The decision of British Airways and Air France to stop flying Concorde has been greeted with sadness by many who admired the beauty and technological sophistication of the supersonic passenger airliner.

iGreens will also feel a pang until they reflect on the environmental damage of this gas guzzler, and the economic damage it has inflicted on Britain and France.

Concorde was conceived as a joint Anglo/French government initiative in 1962.  By 1965 it was obvious that it was never going to make any money, but instead of pulling the plug, as any private company would have done, the two governments went on burning pounds and francs in a vain attempt to salvage some prestige.

By the time of its maiden flight in 1969 no airline was willing to pay for it and only 16 were ever built.

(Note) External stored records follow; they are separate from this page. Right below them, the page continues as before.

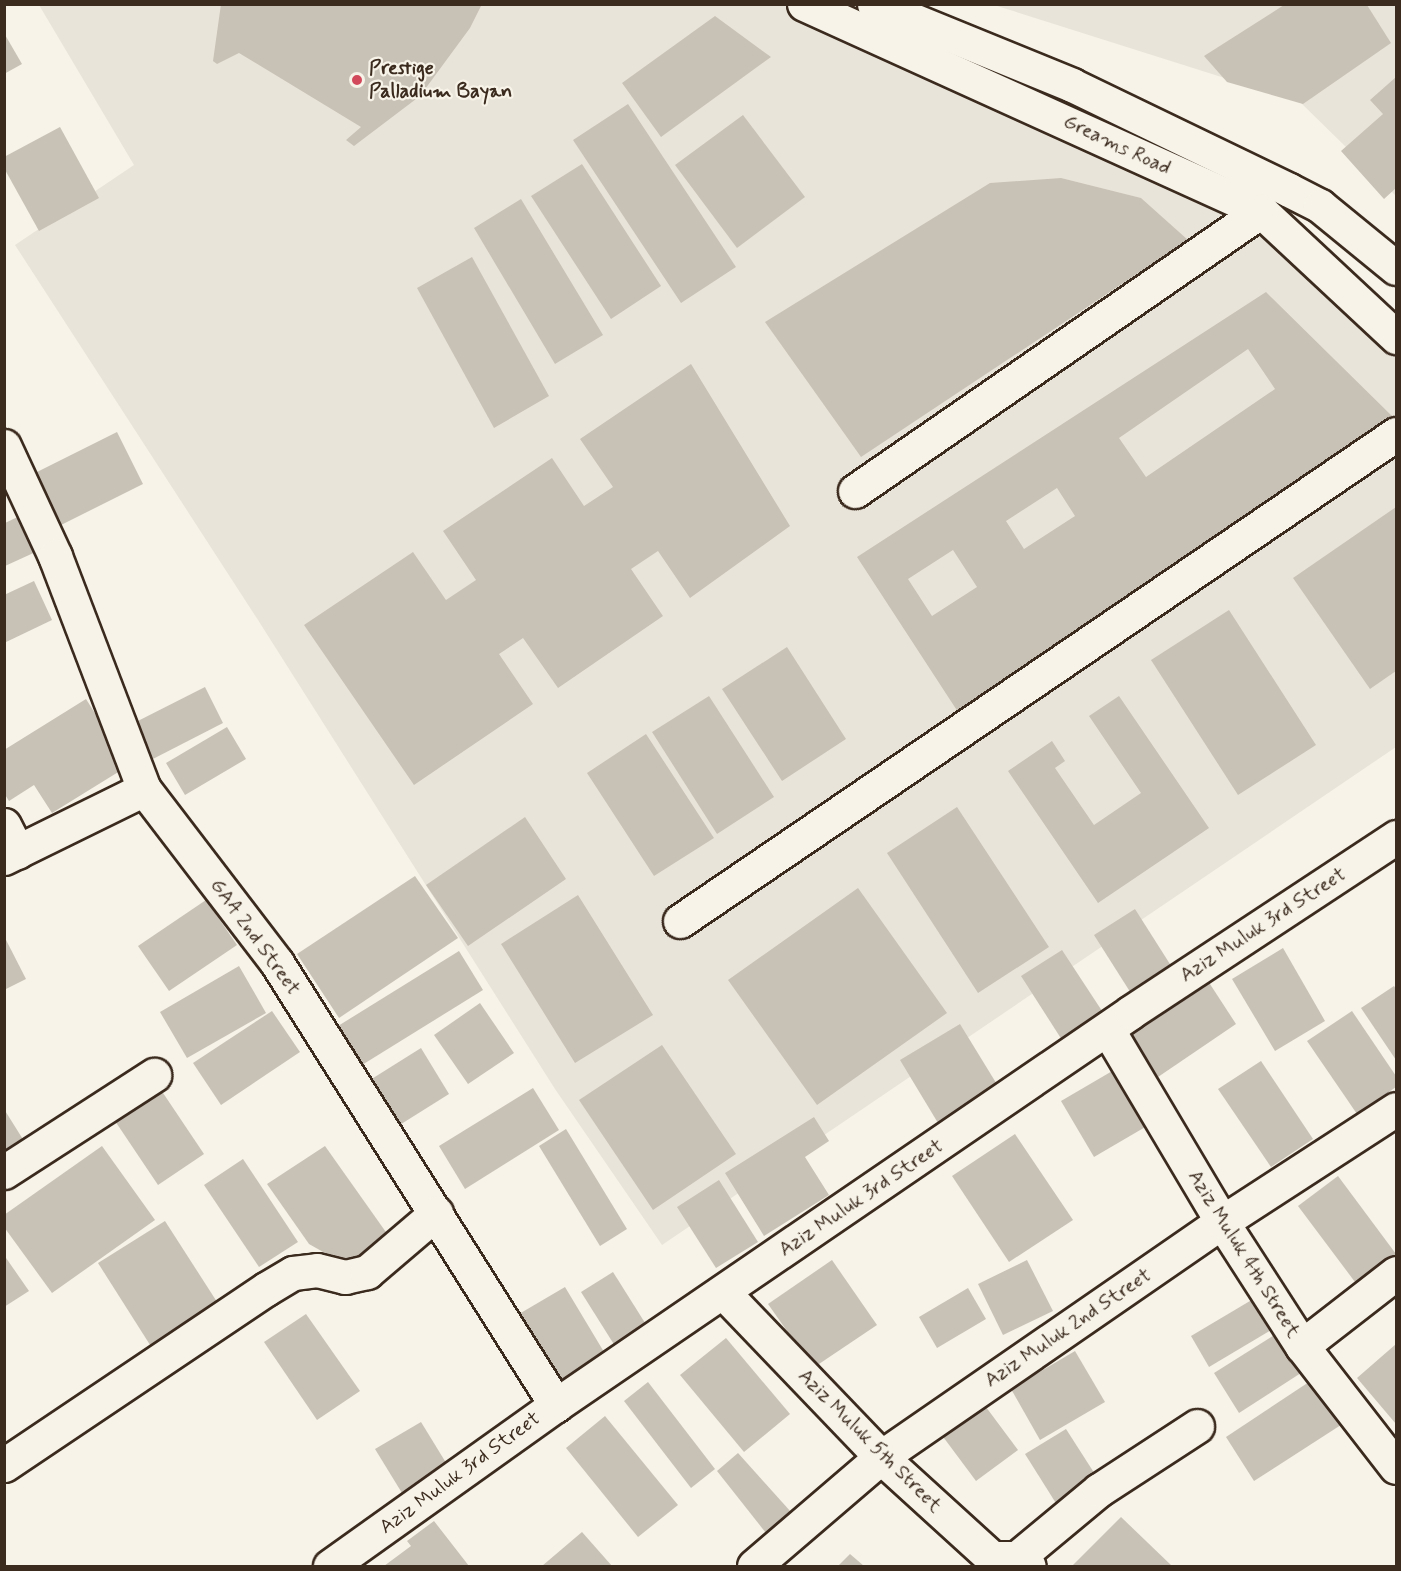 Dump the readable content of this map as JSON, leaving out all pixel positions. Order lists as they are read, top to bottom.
{
  "streets": {
    "street": [
      "Greams Road",
      "Aziz Muluk 3rd Street",
      "GAA 2nd Street",
      "Aziz Muluk 4th Street",
      "Aziz Muluk 2nd Street",
      "Aziz Muluk 5th Street"
    ]
  },
  "crossings": [
    ["Aziz Muluk 3rd Street", "GAA 2nd Street"],
    ["Aziz Muluk 3rd Street", "Aziz Muluk 4th Street"],
    ["Aziz Muluk 3rd Street", "Aziz Muluk 5th Street"],
    ["Aziz Muluk 4th Street", "Aziz Muluk 2nd Street"],
    ["Aziz Muluk 2nd Street", "Aziz Muluk 5th Street"]
  ],
  "places": ["Prestige Palladium Bayan"]
} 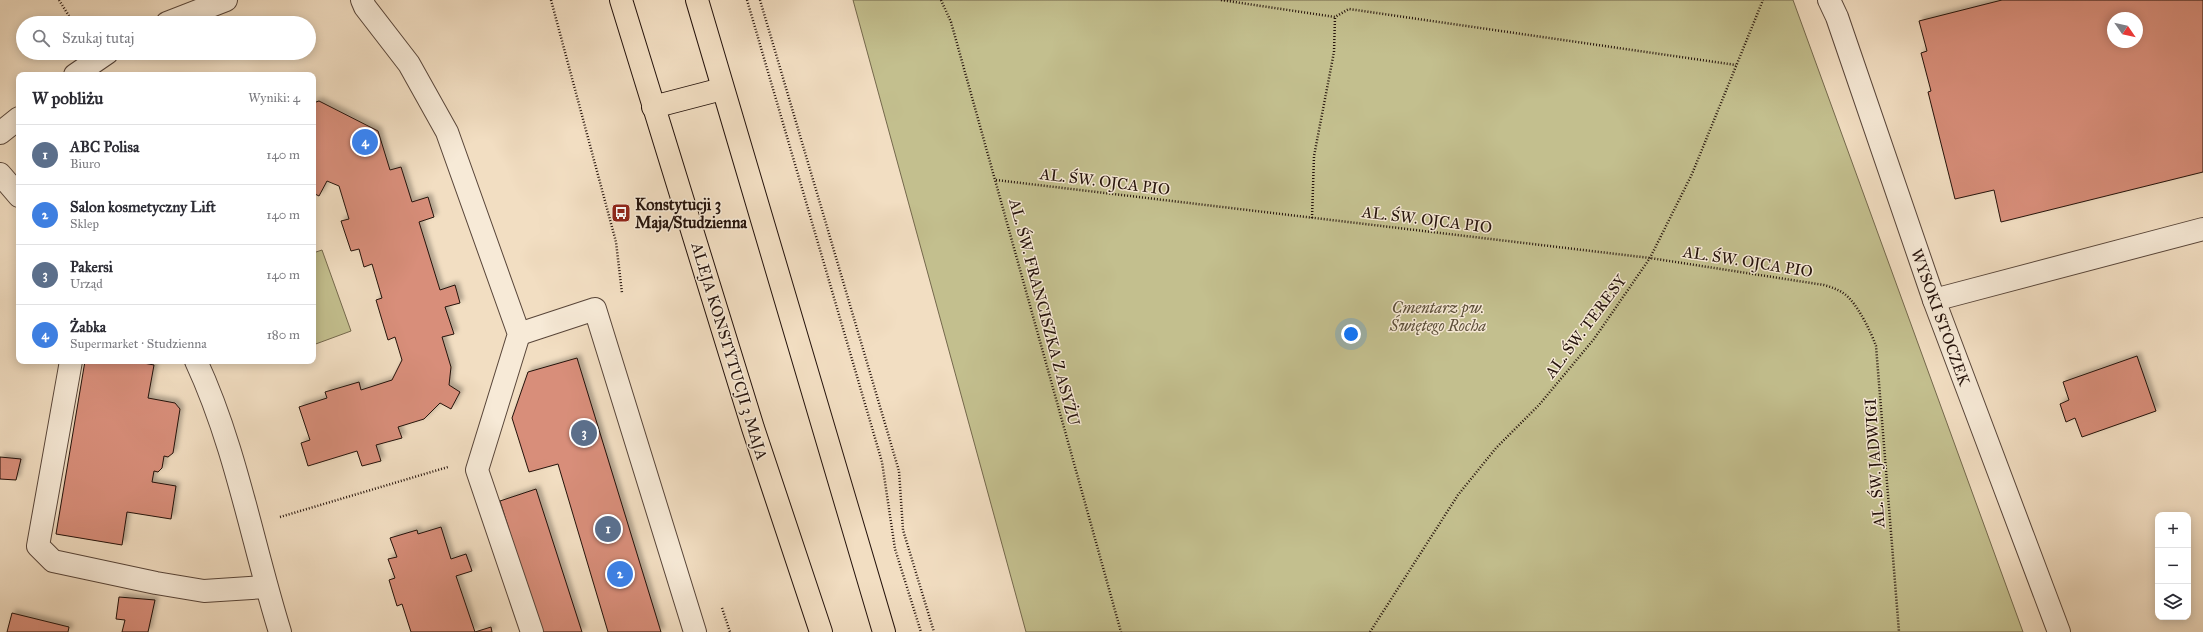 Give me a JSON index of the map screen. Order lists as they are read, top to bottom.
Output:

To save face the two governments bullied their nationalised airlines to fly the plane.  Even then they had to give them the planes for free.   BA paid £1 for its Concorde fleet and the British and French governments wrote off the entire £1 billion development costs.

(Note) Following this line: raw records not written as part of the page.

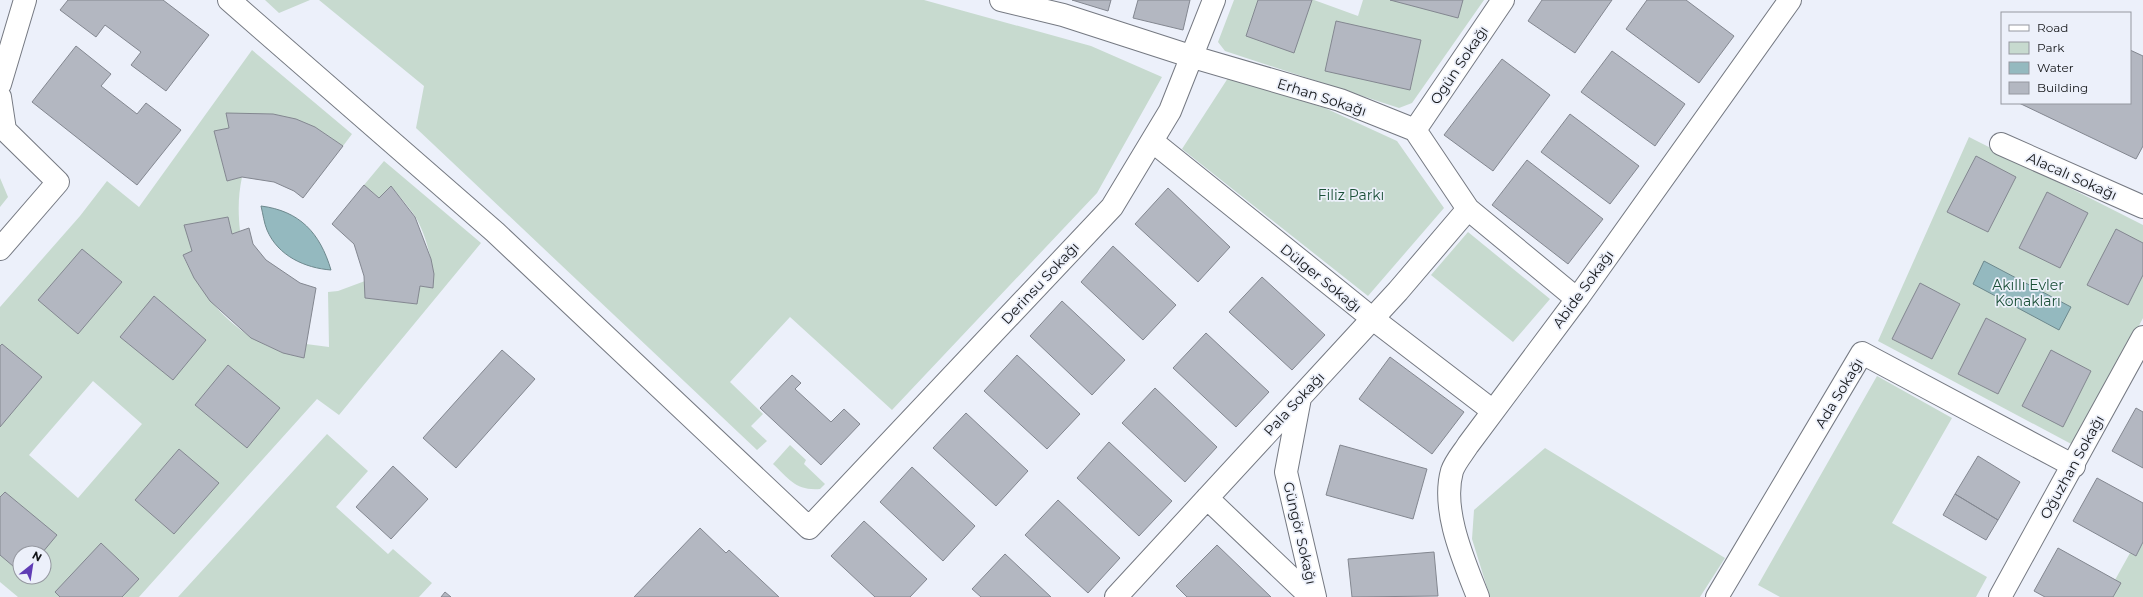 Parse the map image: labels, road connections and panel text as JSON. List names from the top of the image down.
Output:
{
  "streets": {
    "street": [
      "Ogün Sokağı",
      "Erhan Sokağı",
      "Alacalı Sokağı",
      "Dülger Sokağı",
      "Derinsu Sokağı",
      "Abide Sokağı",
      "Ada Sokağı",
      "Pala Sokağı",
      "Oğuzhan Sokağı",
      "Güngör Sokağı"
    ]
  },
  "crossings": [
    ["Ogün Sokağı", "Erhan Sokağı"],
    ["Erhan Sokağı", "Derinsu Sokağı"],
    ["Dülger Sokağı", "Derinsu Sokağı"],
    ["Dülger Sokağı", "Abide Sokağı"],
    ["Dülger Sokağı", "Pala Sokağı"],
    ["Ada Sokağı", "Oğuzhan Sokağı"],
    ["Pala Sokağı", "Güngör Sokağı"]
  ],
  "parks": ["Filiz Parkı", "Akıllı Evler Konakları"],
  "legend": [
    "Road",
    "Park",
    "Water",
    "Building"
  ],
  "north": "top right"
}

Even then the plane was little more than a toy for the rich.  Neither airline made any serious money flying it, although they valiantly tried to persuade themselves that somehow some prestige rubbed off on the rest of their operations[1].

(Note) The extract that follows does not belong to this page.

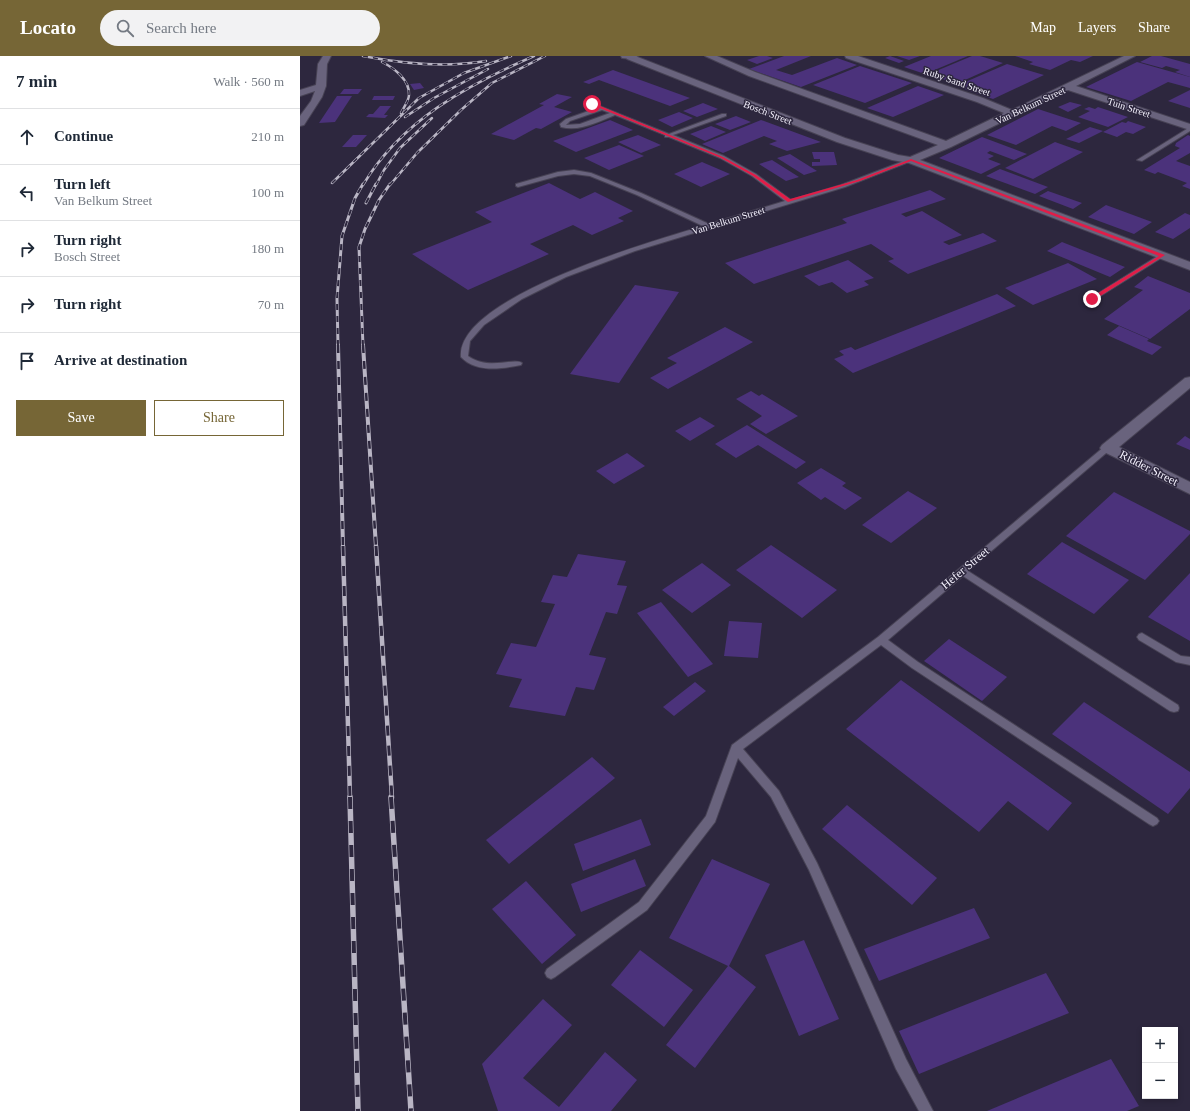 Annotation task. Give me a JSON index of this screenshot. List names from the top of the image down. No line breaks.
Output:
{"streets":{"street":["Ruby Sand Street","Van Belkum Street","Tuin Street","Bosch Street","Ridder Street","Hefer Street"]},"crossings":[["Ruby Sand Street","Van Belkum Street"],["Van Belkum Street","Tuin Street"],["Van Belkum Street","Bosch Street"],["Ridder Street","Hefer Street"]],"page":{"header":"Locato","search":"Search here","nav":["Map","Layers","Share"],"heading":["7 min","Walk · 560 m"],"list":[["Continue","210 m"],["Turn left","Van Belkum Street","100 m"],["Turn right","Bosch Street","180 m"],["Turn right","70 m"],"Arrive at destination"],"buttons":["Save","Share"],"map_buttons":["+","−"]}}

It was hardly surprising that for years the planes have flown half empty.  They burn 5,500 gallons of fuel per hour and carry only 100 passengers.  As a result the one-way fare from London to New York was £4,000.

The airlines scraped along by offering round trips to tourists who paid through the nose for a glass of champagne and the opportunity to boast to their friends that they had flown on Concorde.  The flight, which crashed on takeoff from Paris in July 2000, was not full of businessmen, film stars or diplomats, but rather a busload of German pensioners.

Since the start of the Iraq war the planes have been less than 20 percent full.  On April 10th, the day BA and Air France announced the end of the service, only 12 passengers made flight AF002 from Paris to New York.

There is too much pollution from wasteful travel in the world.  Most of it is caused by government subsidy of roads, and other travel budgets.  Compared to that Concorde may have been small beer, but it was a high profile example of government waste.

Let us celebrate that this foolish bit of state-sponsored global warming has at last stopped.

Jim Thornton. Nottingham, 12 April 2003

via Farewell Concorde.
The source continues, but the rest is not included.